I looked at this link in the spacy documentation around updating the named entity recogntion using custom training data, but the format of the training data referenced in the spacy documentation

TRAIN_DATA = [
    ('Who is Shaka Khan?', {
        'entities': [(7, 17, 'PERSON')]
    }),
    ('I like London and Berlin.', {
        'entities': [(7, 13, 'LOC'), (18, 24, 'LOC')]
    })
]

is different than the jsonl format exported from ner.gold-to-spacy. Is there an easy way to load jsonl data for use with spacy?

Thanks!

Hat


(Ines Montani) #2

Hi! The ner.gold-to-spacy format should give you data that looks like this:

 ["I like London", {"entities": [[7, 13, "LOC"]]}]

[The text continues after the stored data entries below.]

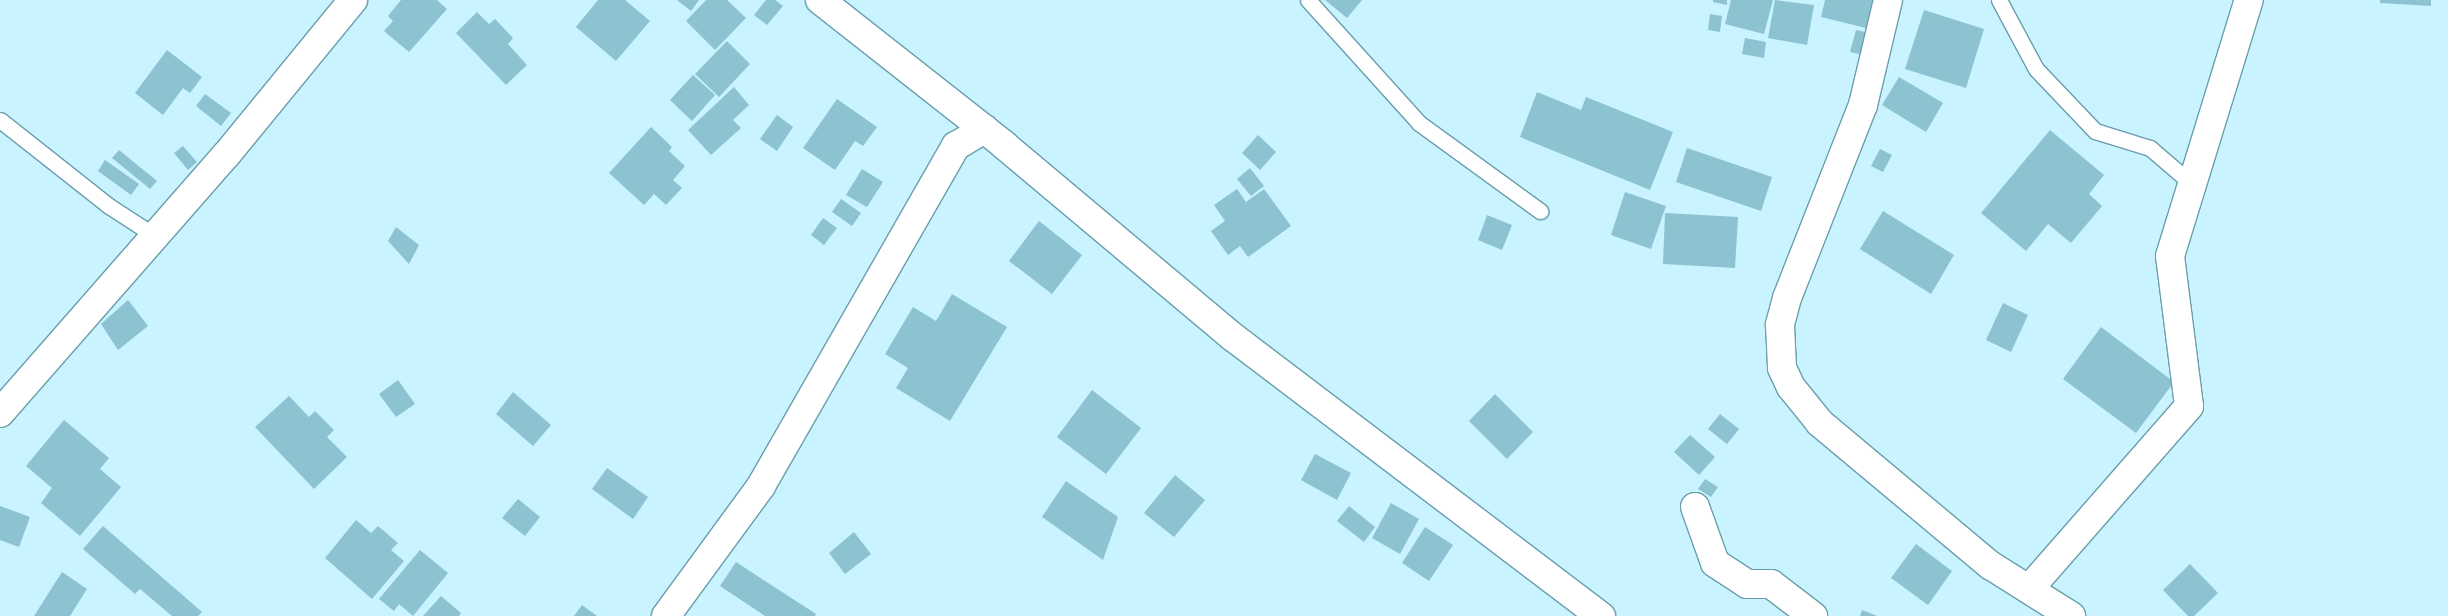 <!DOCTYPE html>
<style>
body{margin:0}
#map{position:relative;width:2448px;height:616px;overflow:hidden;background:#c8f3ff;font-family:"Libre Baskerville",serif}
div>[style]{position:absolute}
.building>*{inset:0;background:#8dc2d1}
.roads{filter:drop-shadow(1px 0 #6a9eac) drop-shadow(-1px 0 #6a9eac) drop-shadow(0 1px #6a9eac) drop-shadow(0 -1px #6a9eac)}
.service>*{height:15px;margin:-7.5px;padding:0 7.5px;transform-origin:7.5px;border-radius:7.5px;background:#fff}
.minor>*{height:28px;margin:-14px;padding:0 14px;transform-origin:14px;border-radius:14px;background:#fff}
span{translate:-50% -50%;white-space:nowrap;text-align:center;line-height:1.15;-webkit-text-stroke:4px #c8f3ff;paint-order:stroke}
</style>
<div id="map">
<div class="building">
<i style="clip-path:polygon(401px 0,437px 0,447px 9px,409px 52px,384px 31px,393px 21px,388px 16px)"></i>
<i style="clip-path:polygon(598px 0,625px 0,650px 21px,616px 61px,576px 27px)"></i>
<i style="clip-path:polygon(677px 0,699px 0,691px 11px)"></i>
<i style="clip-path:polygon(706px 0,727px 0,746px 18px,715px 50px,686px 21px)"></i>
<i style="clip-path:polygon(766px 0,775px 0,783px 6px,767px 25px,754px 15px)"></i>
<i style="clip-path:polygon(1325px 0,1362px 0,1347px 18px)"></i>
<i style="clip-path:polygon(1713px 0,1727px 0,1727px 5px,1713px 2px)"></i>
<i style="clip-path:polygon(1731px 0,1773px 0,1764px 34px,1725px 24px)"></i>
<i style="clip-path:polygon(1775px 0,1814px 5px,1807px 45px,1768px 38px)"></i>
<i style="clip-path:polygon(1825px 0,1877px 0,1870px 29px,1821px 17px)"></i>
<i style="clip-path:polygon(2380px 0,2431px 0,2431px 6px,2380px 3px)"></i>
<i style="clip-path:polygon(1924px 10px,1984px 29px,1966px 88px,1905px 69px)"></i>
<i style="clip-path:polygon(477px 12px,489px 24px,495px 19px,513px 38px,508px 44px,527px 65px,506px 85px,456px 33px)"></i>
<i style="clip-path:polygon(1710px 14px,1722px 16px,1720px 32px,1708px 30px)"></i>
<i style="clip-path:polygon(1856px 30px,1870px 33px,1864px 55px,1850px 52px)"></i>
<i style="clip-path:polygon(1745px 38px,1766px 42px,1764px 58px,1742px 54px)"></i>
<i style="clip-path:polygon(727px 41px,750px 64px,719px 97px,695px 74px)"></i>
<i style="clip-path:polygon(167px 50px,202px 77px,190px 93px,183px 88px,163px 115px,135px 93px)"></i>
<i style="clip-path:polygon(693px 75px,715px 95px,692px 121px,670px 100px)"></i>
<i style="clip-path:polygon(1899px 77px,1943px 103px,1926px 132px,1882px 105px)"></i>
<i style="clip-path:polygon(734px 87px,749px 105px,733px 120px,741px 128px,711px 155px,688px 130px)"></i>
<i style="clip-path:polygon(1537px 92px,1581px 110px,1586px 97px,1673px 132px,1650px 190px,1520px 137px)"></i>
<i style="clip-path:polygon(205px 94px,231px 113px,221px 126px,196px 106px)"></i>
<i style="clip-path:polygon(837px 99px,877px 127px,863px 146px,855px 141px,835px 170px,803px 148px)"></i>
<i style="clip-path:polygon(777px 115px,793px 127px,777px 151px,760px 139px)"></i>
<i style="clip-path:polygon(651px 127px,672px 147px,669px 151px,685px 166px,673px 180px,682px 188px,666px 205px,654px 194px,644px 205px,609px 173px)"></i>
<i style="clip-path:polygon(2050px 130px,2104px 175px,2089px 194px,2102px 206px,2071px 243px,2048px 224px,2026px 251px,1981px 213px)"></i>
<i style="clip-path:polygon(1258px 135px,1276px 152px,1260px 170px,1242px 153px)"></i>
<i style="clip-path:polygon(183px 146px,197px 162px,188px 170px,174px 153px)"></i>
<i style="clip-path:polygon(1687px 148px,1772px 177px,1761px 211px,1676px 182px)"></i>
<i style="clip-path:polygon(1880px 149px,1892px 155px,1883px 172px,1871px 166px)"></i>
<i style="clip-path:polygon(119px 150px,157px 181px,150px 189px,112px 158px)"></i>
<i style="clip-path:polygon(105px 160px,139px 184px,131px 195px,98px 171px)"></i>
<i style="clip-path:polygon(1250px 168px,1264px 186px,1251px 196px,1237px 179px)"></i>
<i style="clip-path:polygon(862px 169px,883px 182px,867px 207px,846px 195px)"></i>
<i style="clip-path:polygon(1237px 189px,1246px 202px,1264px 189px,1291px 226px,1248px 257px,1240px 246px,1228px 255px,1211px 231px,1225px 221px,1214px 205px)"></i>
<i style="clip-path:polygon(1625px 192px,1666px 206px,1651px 249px,1611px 235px)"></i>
<i style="clip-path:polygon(841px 199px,861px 213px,852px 226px,832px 212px)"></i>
<i style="clip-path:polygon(1883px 211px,1954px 255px,1931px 294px,1860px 249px)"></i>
<i style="clip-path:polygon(1665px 213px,1738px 217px,1735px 268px,1663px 264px)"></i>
<i style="clip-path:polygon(1487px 215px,1512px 225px,1502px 250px,1478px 240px)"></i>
<i style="clip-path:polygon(823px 218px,837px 228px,824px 245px,811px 235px)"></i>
<i style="clip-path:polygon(1039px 221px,1082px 255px,1052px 294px,1009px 261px)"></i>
<i style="clip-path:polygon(396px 227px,419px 245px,409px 264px,388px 241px)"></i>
<i style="clip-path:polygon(952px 294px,1007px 327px,950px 421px,896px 388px,908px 368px,885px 354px,913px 307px,936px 321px)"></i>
<i style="clip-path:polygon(128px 300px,148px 326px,118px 350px,101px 324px)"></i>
<i style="clip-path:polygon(2003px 303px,2028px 315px,2011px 352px,1986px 340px)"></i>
<i style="clip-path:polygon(2101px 327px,2174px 382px,2136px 433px,2063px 379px)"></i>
<i style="clip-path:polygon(398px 380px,415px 404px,396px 417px,379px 394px)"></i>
<i style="clip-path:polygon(1092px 390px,1141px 428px,1106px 474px,1057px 437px)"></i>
<i style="clip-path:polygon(513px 392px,551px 425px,533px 446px,496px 414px)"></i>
<i style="clip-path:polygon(1495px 394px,1533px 432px,1507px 459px,1469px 421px)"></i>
<i style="clip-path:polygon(289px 396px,309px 417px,315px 411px,334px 430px,327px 437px,347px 457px,314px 489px,255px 427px)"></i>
<i style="clip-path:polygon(1720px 414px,1739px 429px,1727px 444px,1708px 429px)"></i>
<i style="clip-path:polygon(64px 420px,109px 458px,100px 469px,121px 487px,80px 536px,41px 503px,52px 488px,26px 466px)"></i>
<i style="clip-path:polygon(1690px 435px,1715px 457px,1699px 475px,1674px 452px)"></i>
<i style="clip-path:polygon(1315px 454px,1351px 473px,1337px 500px,1301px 480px)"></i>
<i style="clip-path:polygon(607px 468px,648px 497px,633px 519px,592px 489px)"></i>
<i style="clip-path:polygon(1175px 475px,1205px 500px,1174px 537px,1144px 513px)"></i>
<i style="clip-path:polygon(1705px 479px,1718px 487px,1711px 497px,1698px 489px)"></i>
<i style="clip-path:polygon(1066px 481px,1118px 517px,1103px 560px,1042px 517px)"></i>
<i style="clip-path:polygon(518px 499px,540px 517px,525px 536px,502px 518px)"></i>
<i style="clip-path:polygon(1391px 503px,1419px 519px,1400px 554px,1372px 538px)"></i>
<i style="clip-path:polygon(0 506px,30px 517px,19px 547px,0 540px)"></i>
<i style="clip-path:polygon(1349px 506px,1375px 527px,1364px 542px,1337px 521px)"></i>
<i style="clip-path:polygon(356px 520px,371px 533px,378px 526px,398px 543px,391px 550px,404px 561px,372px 599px,325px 558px)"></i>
<i style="clip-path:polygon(103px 526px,202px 612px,198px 616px,172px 616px,140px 589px,135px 594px,83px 549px)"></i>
<i style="clip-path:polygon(1425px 527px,1453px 545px,1429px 581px,1402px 563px)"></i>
<i style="clip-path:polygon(854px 532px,871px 554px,845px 574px,829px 553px)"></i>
<i style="clip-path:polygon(1916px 544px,1952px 571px,1928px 605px,1891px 578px)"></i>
<i style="clip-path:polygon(420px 550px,448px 573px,413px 616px,399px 604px,394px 611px,379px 599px)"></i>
<i style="clip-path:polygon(736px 562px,816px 614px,815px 616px,765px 616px,720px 586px)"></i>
<i style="clip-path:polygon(2190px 564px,2218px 593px,2194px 616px,2188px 616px,2163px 590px)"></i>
<i style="clip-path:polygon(62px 572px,87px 589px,70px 616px,34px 616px)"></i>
<i style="clip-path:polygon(441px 596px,461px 613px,459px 616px,423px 616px)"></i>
<i style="clip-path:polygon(582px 605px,597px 616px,574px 616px)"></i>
<i style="clip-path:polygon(1862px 610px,1877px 616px,1860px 616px)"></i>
</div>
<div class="roads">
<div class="service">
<i style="left:1308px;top:0;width:166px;rotate:47.9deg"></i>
<i style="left:1419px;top:123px;width:150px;rotate:36deg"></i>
<i style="left:1999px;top:0;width:78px;rotate:61.8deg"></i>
<i style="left:2036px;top:69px;width:86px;rotate:46.4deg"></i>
<i style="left:2095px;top:131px;width:58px;rotate:17.2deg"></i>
<i style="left:2150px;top:148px;width:55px;rotate:40.6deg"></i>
<i style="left:0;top:120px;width:139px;rotate:38.3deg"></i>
<i style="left:109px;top:206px;width:55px;rotate:33.1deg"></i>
</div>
<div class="minor">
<i style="left:820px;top:0;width:234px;rotate:38.2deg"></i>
<i style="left:1004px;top:145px;width:299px;rotate:40deg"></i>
<i style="left:1233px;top:337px;width:462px;rotate:37.2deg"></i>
<i style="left:1888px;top:0;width:108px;rotate:103.4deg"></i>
<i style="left:1863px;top:105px;width:207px;rotate:111.5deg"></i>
<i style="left:1787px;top:298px;width:28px;rotate:105deg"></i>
<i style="left:1780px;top:325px;width:43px;rotate:87.3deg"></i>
<i style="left:1782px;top:368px;width:21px;rotate:65deg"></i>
<i style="left:1791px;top:387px;width:46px;rotate:51.1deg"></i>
<i style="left:1820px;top:423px;width:222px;rotate:39.9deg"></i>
<i style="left:1990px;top:565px;width:96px;rotate:32.2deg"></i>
<i style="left:0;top:413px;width:344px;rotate:-48.8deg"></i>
<i style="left:227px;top:154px;width:199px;rotate:-50.7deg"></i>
<i style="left:1695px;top:507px;width:59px;rotate:70.3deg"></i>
<i style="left:1715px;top:563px;width:38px;rotate:33deg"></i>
<i style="left:1747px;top:584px;width:24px"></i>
<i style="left:1771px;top:584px;width:53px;rotate:37.3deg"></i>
<i style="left:2029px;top:589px;width:243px;rotate:-48.8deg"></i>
<i style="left:2189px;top:406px;width:151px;rotate:-97.2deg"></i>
<i style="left:2170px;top:256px;width:268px;rotate:-72.9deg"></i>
<i style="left:666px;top:616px;width:161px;rotate:-53.8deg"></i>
<i style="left:761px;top:486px;width:392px;rotate:-60.2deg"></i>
<i style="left:956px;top:146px;width:33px;rotate:-31deg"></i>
</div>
</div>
</div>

That’s pretty much the same format as the examples above (only with a list instead of tuples, since JSON doesn’t know tuples – but that shouldn’t matter). So you should be able to just read in the JSONL file and pass the result in as the training data.


#3

Hi Ines,

Thanks very much for the reply! Should I be able to use the JSONL loader that comes with Prodigy to read the file? When I try to do so I get an error saying invalid JSON?

Apologies if these are novice questions.


(Ines Montani) #4

No worries!

Ultimately, all you need to do is open the file, iterate over the lines and call json.loads(line) (or, even better, line.strip() to trim whitespace). You can also use the jsonlines Python library if that’s easier.

Alternatively, you could also just copy-paste the data into a Python list – for example:

TRAIN_DATA = [
    ["I like London", {"entities": [[7, 13, "LOC"]]}]
]

#5

Horaay Ines! I was totally backwards on this and you helped me out. I really appreciate it! Got things working now.